Prisoners-Duty

A Prisoner’s Duty

Great Escapes in U.S. Military History

Robert C. Doyle

Naval Institute Press, Annapolis, Maryland, 2016, 400 pages

Book Review published on: August 10, 2018

The title of Robert C. Doyle’s book, A Prisoner’s Duty: Great Escapes in U.S. Military History, sets an expectation for the reader in which the book does not quite deliver—great escapes in U.S. military history. What the reader does receive is an overarching discussion of the psychology behind why military prisoners—or anyone held against their will—attempt to escape as well as the peculiar sets of circumstances that may drive prisoners to attempt escape when they had previously not given serious consideration to escaping.

Notwithstanding, Doyle does deliver an exhaustive, interesting, and incredibly well-researched book on “rejecting the condition of captivity,” as he explains in the first chapter. The remaining chapters broadly tell of escapes from different periods of time or during wars in which the United States was involved. Doyle tells the story of Squanto, a Native American who taught Pilgrims how to survive in the New World. Squanto had been taken prisoner by a fisherman along the New England coast and taken to England where he learned English. Sold into slavery, Squanto escaped, returned to England, and eventually made his way back to the New World where he adopted the Mayflower’s Pilgrims.

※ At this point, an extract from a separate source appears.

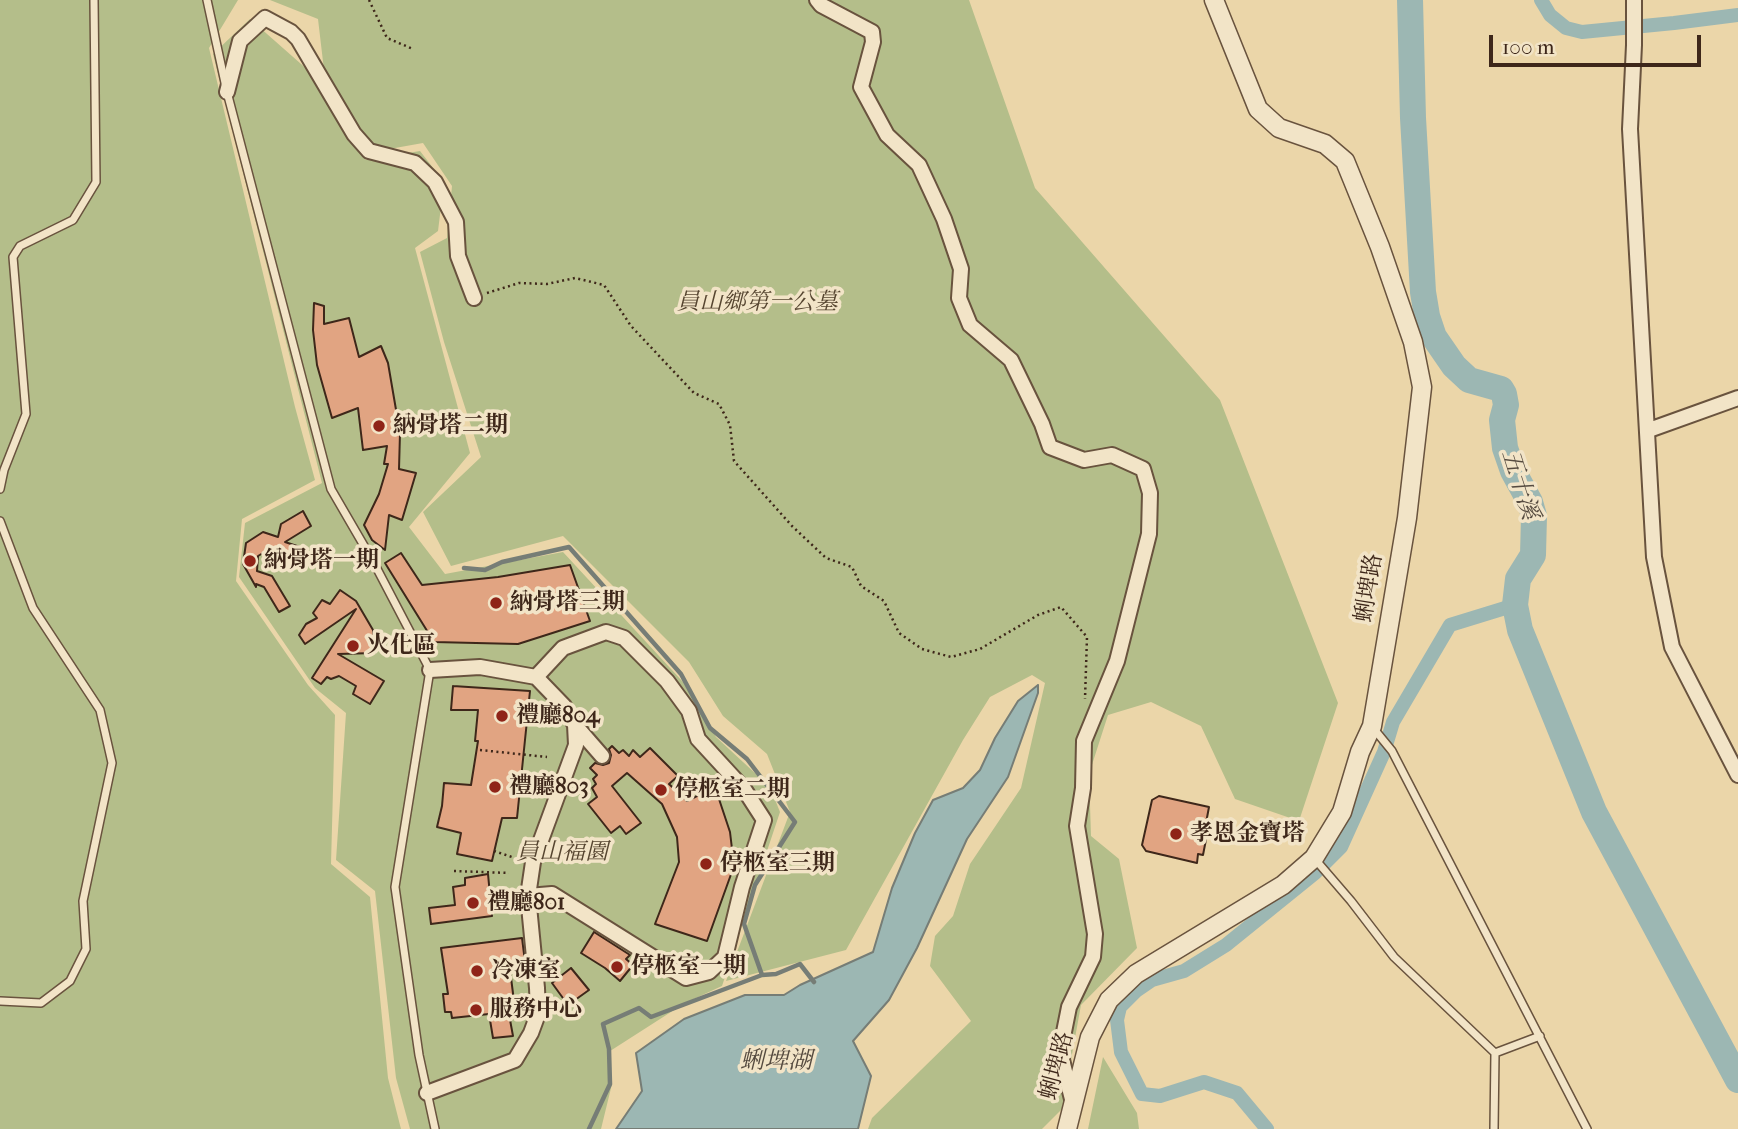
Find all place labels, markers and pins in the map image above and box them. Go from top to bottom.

Chronologically, the last prisoner released was Terry Anderson, an Associated Press journalist taken hostage by Hezbollah in 1985 and finally released in December 1991. Between Squanto and Anderson, Doyle tells of escapes from the Revolutionary War to the frontier wars as the U.S. boundary continued moving west; of slaves escaping during the Civil War era; of escapes during the two world wars, the Korean War, and the Vietnam War; and of escapes during the multiple Middle Eastern hostage scenarios that have played out. He does not limit himself purely to U.S. military escapes; he provides the details of German and Russian prisoners of war escaping as well as East Germans escaping under and over the Berlin Wall.

Throughout this book, Doyle provides tremendous details regarding challenges specific to the war, time in history, and the locale of the prisoners that had to be overcome to escape. He provides considerations for the mental calculations made by escapees such as the implications and consequences to not only themselves if caught, but also to those prisoners remaining in captivity—whether the escapee was recaptured or not.

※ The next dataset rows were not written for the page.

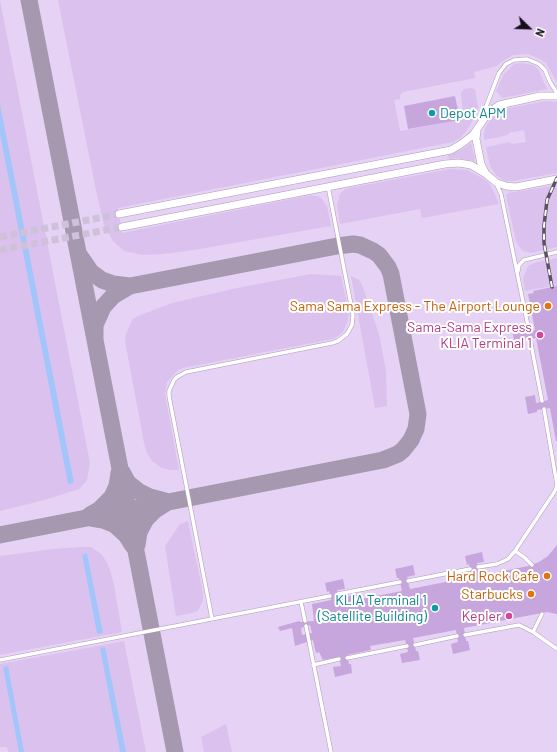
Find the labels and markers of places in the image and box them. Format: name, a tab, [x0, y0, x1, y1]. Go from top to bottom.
place label: Depot APM	[440, 105, 506, 121]
marker: Depot APM	[427, 108, 437, 118]
place label: Sama Sama Express - The Airport Lounge	[290, 298, 540, 314]
marker: Sama Sama Express - The Airport Lounge	[543, 301, 553, 311]
place label: Sama-Sama Express KLIA Terminal 1	[407, 319, 532, 352]
marker: Sama-Sama Express KLIA Terminal 1	[535, 330, 545, 340]
place label: Hard Rock Cafe	[447, 568, 539, 584]
marker: Hard Rock Cafe	[542, 571, 552, 581]
place label: Starbucks	[461, 586, 523, 602]
marker: Starbucks	[526, 589, 536, 599]
place label: KLIA Terminal 1 (Satellite Building)	[318, 592, 427, 624]
marker: KLIA Terminal 1 (Satellite Building)	[430, 603, 440, 613]
place label: Kepler	[462, 608, 501, 624]
marker: Kepler	[504, 611, 514, 621]

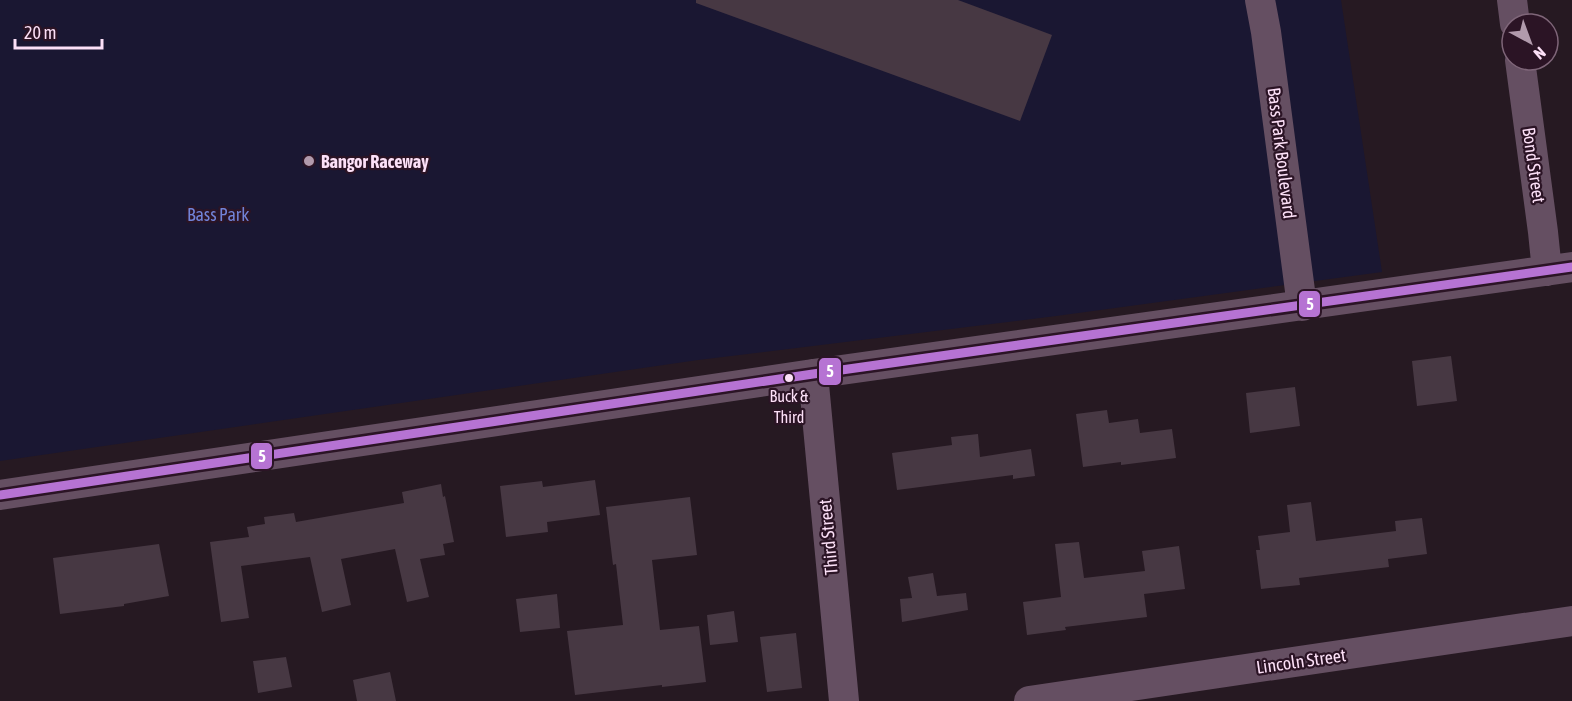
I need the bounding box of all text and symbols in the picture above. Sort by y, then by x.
scale bar [15,12,102,50]
north arrow [1500,12,1560,72]
text: 20 m [24,22,56,43]
text: N [1530,43,1549,63]
street label: Bass Park Boulevard [1264,86,1300,220]
street label: Bond Street [1518,126,1550,204]
place label: Bangor Raceway [321,151,429,172]
marker: Bangor Raceway [302,154,316,168]
park label: Bass Park [187,204,249,225]
line badge: 5 [1298,290,1321,318]
text: 5 [1306,295,1314,313]
line badge: 5 [818,357,842,386]
text: 5 [826,362,834,380]
marker: Buck & Third [783,372,795,384]
place label: Buck & Third [770,387,809,426]
line badge: 5 [250,442,273,470]
text: 5 [258,447,266,465]
street label: Third Street [814,498,842,576]
street label: Lincoln Street [1255,644,1347,678]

Though A Prisoner’s Duty: Great Escapes in U.S. Military History goes well beyond escapes in U.S. military history, readers will find this book highly informative and interesting. Originally published in 1997, this is Doyle’s second book on the American POWs; he published Voices from Captivity: Interpreting the American POW Narrative in 1994. Doyle subsequently published The Enemy in Our Hands: America’s Treatment of Prisoners of War from the Revolution to the War on Terror in 2010.